== Task ==
Find the lines below that contain the string "center", count them, and give only the number.
Top of Task inputs
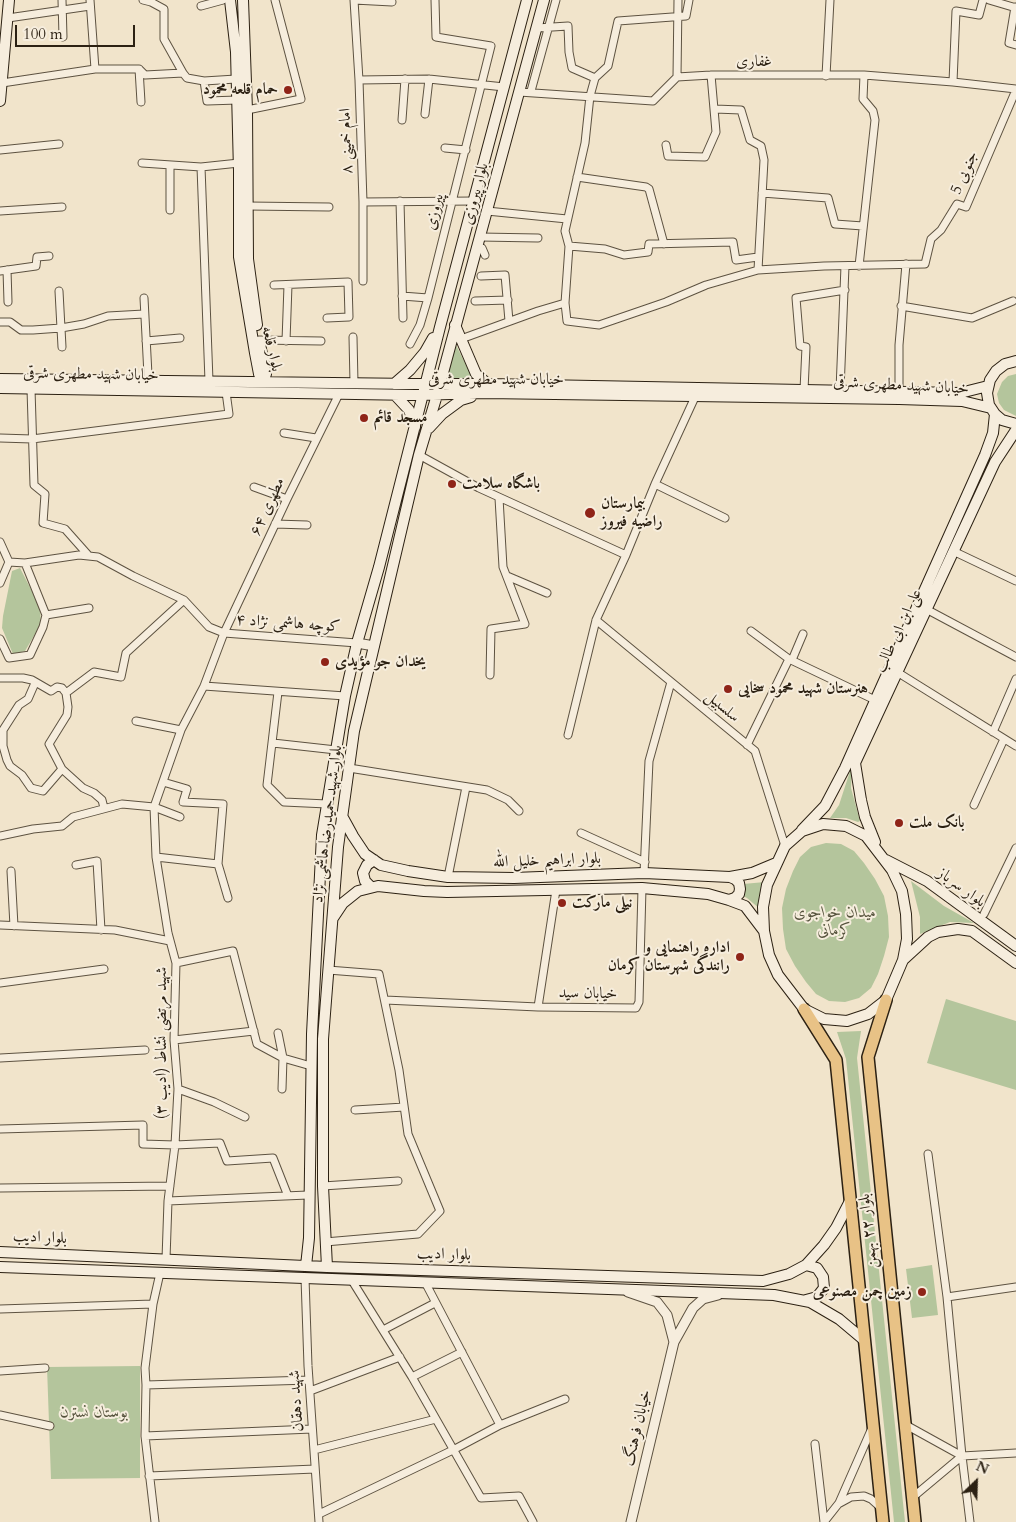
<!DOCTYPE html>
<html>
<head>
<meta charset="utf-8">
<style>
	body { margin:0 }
	#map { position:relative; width:1016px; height:1522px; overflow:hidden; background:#f1e4cb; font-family:Cardo,serif }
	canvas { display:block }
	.north { position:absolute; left:951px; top:1457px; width:50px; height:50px; -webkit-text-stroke:4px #f6eddd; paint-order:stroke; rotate:24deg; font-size:14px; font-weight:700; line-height:20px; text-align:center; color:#2c2113 }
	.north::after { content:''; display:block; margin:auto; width:18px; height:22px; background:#2c2113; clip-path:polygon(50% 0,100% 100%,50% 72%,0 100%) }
	.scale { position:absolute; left:15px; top:25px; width:120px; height:22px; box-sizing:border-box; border:2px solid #2c2113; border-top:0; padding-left:6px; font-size:15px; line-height:18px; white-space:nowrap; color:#2c2113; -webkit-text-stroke:4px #f6eddd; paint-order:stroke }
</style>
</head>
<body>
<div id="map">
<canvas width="1016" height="1522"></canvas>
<div class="north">N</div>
<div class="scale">100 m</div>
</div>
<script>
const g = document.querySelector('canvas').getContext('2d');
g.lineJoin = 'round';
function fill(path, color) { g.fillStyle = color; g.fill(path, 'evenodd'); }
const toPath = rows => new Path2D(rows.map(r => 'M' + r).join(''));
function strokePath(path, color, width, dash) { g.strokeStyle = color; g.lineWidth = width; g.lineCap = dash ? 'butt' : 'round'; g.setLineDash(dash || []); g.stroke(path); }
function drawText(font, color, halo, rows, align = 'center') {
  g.font = font + ' Cardo,Amiri,serif'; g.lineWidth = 4; g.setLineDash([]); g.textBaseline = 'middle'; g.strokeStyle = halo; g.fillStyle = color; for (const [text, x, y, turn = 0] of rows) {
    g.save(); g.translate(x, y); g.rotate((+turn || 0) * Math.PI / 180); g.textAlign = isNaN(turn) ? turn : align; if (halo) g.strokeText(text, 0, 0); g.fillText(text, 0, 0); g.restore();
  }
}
fill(toPath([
	[456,345,473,379,446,380],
	[1016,374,1016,416,1004,410,999,403,997,394,1002,382,1008,376],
	[20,568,40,607,41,624,25,651,13,654,2,628,3,616,12,571],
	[852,765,851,788,860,821,858,822,846,818,830,818,839,805],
	[826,843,841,844,854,851,864,863,875,879,884,896,888,916,889,937,884,956,878,974,871,988,859,998,845,1002,829,1001,816,994,806,982,795,966,786,949,783,929,782,908,786,889,793,871,800,857,811,847],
	[911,881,944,906,974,923,950,922,920,934,920,917],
	[765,882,760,909,747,898,741,895,743,884],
	[946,999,1016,1021,1016,1090,927,1063],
	[861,1031,857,1058,905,1522,894,1522,846,1059,837,1032],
	[932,1265,938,1315,912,1318,906,1269],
	[140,1366,140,1478,51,1479,47,1367]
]), '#b4c59c');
const minor = toPath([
	[62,0,63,37],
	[90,0,95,69],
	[143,0,151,2,164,9,164,39,183,73],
	[354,0,359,80,363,202,363,281],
	[354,0,392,2],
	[689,0,686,16,618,21,608,66,595,78,590,96,585,143,565,231,569,246,565,303,567,321,599,325,666,302,706,285,758,270,824,266,925,264,931,239,941,230,957,204,966,207,1016,90],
	[989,0,1016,8],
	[201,6,223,0],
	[1015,7,1009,43,1016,45],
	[8,18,90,6],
	[537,28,568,26,569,52,572,68,595,78],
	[139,69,141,102],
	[826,76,830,0],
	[677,77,678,0],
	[359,80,429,79,504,87],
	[204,81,207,101,238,100],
	[953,82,956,11,979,15,983,0],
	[2,83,95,69,139,69,145,75,183,73,187,78,204,81,236,79],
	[531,91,556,0],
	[519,92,653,101,677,77,711,75,864,75,953,82,1016,89],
	[715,109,741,110,750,140,761,146,764,160,758,270],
	[247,110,301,99,275,0],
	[425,114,429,79],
	[402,120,405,79],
	[666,145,668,156,705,157,716,132,711,75],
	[445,148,466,150],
	[0,150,59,144],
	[142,163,201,167,239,163],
	[201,167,209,381],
	[577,177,646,187,649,189,664,244],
	[762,193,828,198,835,224,863,226],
	[400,201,403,318],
	[363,202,474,201],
	[248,206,329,207],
	[170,210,170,165],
	[0,211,62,207],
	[487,211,567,219],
	[480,237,538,238],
	[569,246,605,249,624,255,648,252,649,244,733,242,736,260,758,257],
	[477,247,482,248,485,255],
	[859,266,875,120,873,111,863,99,864,75],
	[7,270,8,302],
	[0,271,36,266,37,257,49,256],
	[481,276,505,275,509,321],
	[274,285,348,282,349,317,327,318],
	[59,291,62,347],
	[402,296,428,298],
	[144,298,148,375],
	[475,301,508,300],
	[901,306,972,318,1013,301],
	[0,322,10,322,21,330,33,330,61,328,84,324,108,316,144,314],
	[353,337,354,383],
	[461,339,538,311,565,303],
	[259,340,321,341],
	[146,341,180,338],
	[286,341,288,285],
	[410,344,420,325,428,298,491,46,436,37,435,0],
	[31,389,34,485,45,494,43,523,65,529,89,556],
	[804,390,806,347,800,346,796,298,845,290],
	[840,390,845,266],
	[899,391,899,345,906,264],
	[284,433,316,438],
	[0,438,32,439,229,414,226,392],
	[419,455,479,488,626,555],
	[655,484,725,518],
	[254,487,287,499],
	[275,524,307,525],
	[0,542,9,562],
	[953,551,1016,581],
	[25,563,79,555,98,557,133,576,184,600,209,627,224,633,357,643],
	[507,576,547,593],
	[0,583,9,562,25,563,46,615,43,627,30,655,9,658,0,639],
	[926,609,1016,657],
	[46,615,89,608],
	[596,620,755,751,785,846],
	[751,631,789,659,875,700],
	[792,660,803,634],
	[897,672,1016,746],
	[490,675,491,629,525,624,503,567,499,498],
	[0,678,23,678,32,680,51,691,57,687,62,688,66,693,68,707,67,715,49,744,62,769,83,788,94,793,102,800,104,808],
	[35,683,28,699,19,705,3,730,3,746,7,760,10,766,22,775,31,788,43,791,62,769],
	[204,686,345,696],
	[278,692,267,785,284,802,327,804],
	[66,693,94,672,121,677,126,653,184,600],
	[136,721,181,730],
	[993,732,1016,679],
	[568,735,596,620,626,555,655,484,695,397],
	[273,743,336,750],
	[747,745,789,659],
	[349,768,487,790,508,800,519,811],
	[974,805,1004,739],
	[581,833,645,862],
	[0,836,33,829,62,826,73,817,122,804,154,807,180,817],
	[156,857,218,864,223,804,183,802,187,789,163,782],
	[218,864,228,898],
	[76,865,97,861,101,930],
	[11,871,14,926],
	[644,873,649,761,671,682],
	[448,877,466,787],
	[984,914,1016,848],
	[0,925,115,930,170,941],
	[176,963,233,951,257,1044,283,1058,311,1066],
	[0,983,104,969],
	[385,1000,538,1007,636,1008,639,1002,642,888],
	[538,1007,556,890],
	[278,1033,283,1058,282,1089],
	[174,1040,254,1031],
	[0,1058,145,1050],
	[178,1089,214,1102,245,1117],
	[355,1110,404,1107],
	[0,1129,143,1125,143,1144,175,1145,220,1143,227,1161,273,1158,288,1196],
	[928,1154,947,1297,962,1456,970,1522],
	[323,1186,398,1181],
	[0,1188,170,1186],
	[168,1201,308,1195],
	[325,1242,418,1234,440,1211,408,1134,399,1070,379,974,328,970],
	[166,1259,168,1201,175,1145,178,1089,174,1040,176,963,168,933,156,857,154,807,181,730,204,686,224,633,287,499,339,394],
	[305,1278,308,1366,319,1522],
	[351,1279,412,1377,481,1498,519,1496,533,1522],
	[425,1282,500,1425],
	[947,1297,1016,1287],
	[0,1309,153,1304],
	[383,1330,435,1303],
	[0,1371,45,1368],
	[412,1377,462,1352],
	[146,1385,309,1380],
	[310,1391,400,1357],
	[0,1415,50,1426],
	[906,1425,962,1456],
	[145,1436,312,1429],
	[815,1444,824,1522],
	[314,1450,436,1419],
	[962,1456,1016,1453],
	[149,1476,315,1469],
	[913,1497,962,1456],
	[840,1503,851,1497,864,1496,871,1499,881,1508],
	[319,1514,453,1450,500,1425,565,1399],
	[155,1522,145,1436,146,1385,145,1368,153,1304,160,1273],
	[824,1522,839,1503,872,1428]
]);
const tertiary = toPath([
	[357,643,374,646],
	[628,1292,657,1302,667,1315,674,1342],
	[631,1522,674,1342,693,1308,703,1299,718,1295]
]);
const secondary = toPath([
	[230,0,236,52,239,171,239,257,255,353,259,374,263,382],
	[243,0,247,110,248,259,257,325],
	[0,101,9,0],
	[455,325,476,374,488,384],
	[260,344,266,374,263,382],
	[1016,361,1005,364,996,371,990,380,987,393,989,405,995,414,1002,420,1016,424],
	[0,379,416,384,488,384,960,393,988,386],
	[394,384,410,370,425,352,433,338],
	[0,388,415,395,486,393,899,399,962,401,991,408],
	[395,395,409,410,415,427],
	[429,428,442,414,461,400,471,397],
	[342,816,353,836,365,854,381,865,408,871,448,877,514,878,644,873,730,877,752,873,776,863],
	[823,824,846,826,866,836,892,870,902,891,906,914,907,939,903,960,886,1000,868,1014,847,1021,824,1019,804,1009,778,975,769,955,764,931,763,907,767,885,785,846,802,831,823,824],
	[802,830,825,806,845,768,985,455,993,433,995,414],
	[875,842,865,817,861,800,855,763,995,462,1016,430],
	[886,860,927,881,1016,946],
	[371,887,365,881,363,873,367,865,374,860],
	[729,900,735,898,739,894,740,889,739,883,735,879,730,877],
	[333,918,343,903,358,891,378,886,424,891,447,892,642,888,708,894,729,900,745,906,764,931],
	[904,959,928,937,938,932,958,929,972,931,1016,963],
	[0,1252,327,1267,763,1281,789,1274,806,1265,824,1245,836,1228,850,1201],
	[806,1265,817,1268,823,1277,824,1288,817,1297,806,1300],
	[306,1266,309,1238,312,1034,322,835,345,696,357,643,379,567,440,327,527,0],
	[0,1267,774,1295,810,1302,839,1319,864,1340],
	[327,1267,323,1186,323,1039,338,847,354,731,419,455,437,395,544,0]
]);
const primary = toPath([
	[886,1000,868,1057,915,1522],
	[804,1009,836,1060,883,1522]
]);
strokePath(minor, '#5d5241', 9);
strokePath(tertiary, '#5d5241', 11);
strokePath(secondary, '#2c2113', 12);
strokePath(primary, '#2c2113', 14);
strokePath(minor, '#f6eddd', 7);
strokePath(tertiary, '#f6eddd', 9);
strokePath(secondary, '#f6eddd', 10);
strokePath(primary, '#e8c286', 11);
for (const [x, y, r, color] of [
	[288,90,5,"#8f2418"],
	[364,418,5,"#8f2418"],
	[452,484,5,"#8f2418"],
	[590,513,6,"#8f2418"],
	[325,662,5,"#8f2418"],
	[728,689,5,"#8f2418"],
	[899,823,5,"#8f2418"],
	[562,903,5,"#8f2418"],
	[740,957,5,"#8f2418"],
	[922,1292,5,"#8f2418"]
]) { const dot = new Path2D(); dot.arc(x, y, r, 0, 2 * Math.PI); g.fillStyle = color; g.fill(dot); strokePath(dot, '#f6eddd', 2); }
drawText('16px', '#2c2113', '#f6eddd', [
	["غفاری",754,62],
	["امام خمینی ۸",347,141,-92],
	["جنوبی 5",965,173,-66],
	["بلوار پیروزی",476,194,-75],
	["پیروزی",435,212,-76],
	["بلوار قلعه",271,349,77],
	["خیابان شهید مطهری شرقی",91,375,1],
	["خیابان شهید مطهری شرقی",496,380],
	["خیابان شهید مطهری شرقی",901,386,3],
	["مطهری ۶۴",268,507,-65],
	["کوچه هاشمی نژاد ۴",288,624,4],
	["علی ابن ابی طالب",899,631,-65],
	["سلسبیل",722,707,40],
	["بلوار شهید حمیدرضا هاشمی نژاد",328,824,-83],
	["بلوار ابراهیم خلیل الله",547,861,-2],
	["بلوار سرباز",961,888,36],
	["خیابان سید",588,994,1],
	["شهید مرتضی نشاط (ادیب ۳)",162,1043,-90],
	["بلوار ۲۲ بهمن",869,1231,-96],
	["بلوار ادیب",40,1238,3],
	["بلوار ادیب",444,1255,2],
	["شهید دهقان",297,1401,-94],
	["خیابان فرهنگ",638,1428,-77]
]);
drawText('bold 16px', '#2c2113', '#f6eddd', [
	["حمام قلعه محمود",278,90,"right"],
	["مسجد قائم",374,418],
	["باشگاه سلامت",462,484],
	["بیمارستان",601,504],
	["راضیه فیروز",601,522],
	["یخدان جو مؤیدی",335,662],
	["هنرستان شهید محمود سخایی",738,689],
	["بانک ملت",909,823],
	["نیلی مارکت",572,903],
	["اداره راهنمایی و",730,948,"right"],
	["رانندگی شهرستان کرمان",730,966,"right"],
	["زمین چمن مصنوعی",912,1292,"right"]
], 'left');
drawText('italic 16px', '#55523c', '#f6eddd', [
	["میدان خواجوی",835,913],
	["کرمانی",835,931],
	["بوستان نسترن",94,1413]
]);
</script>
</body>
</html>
Bottom of Task inputs
== Output for this exercise ==
2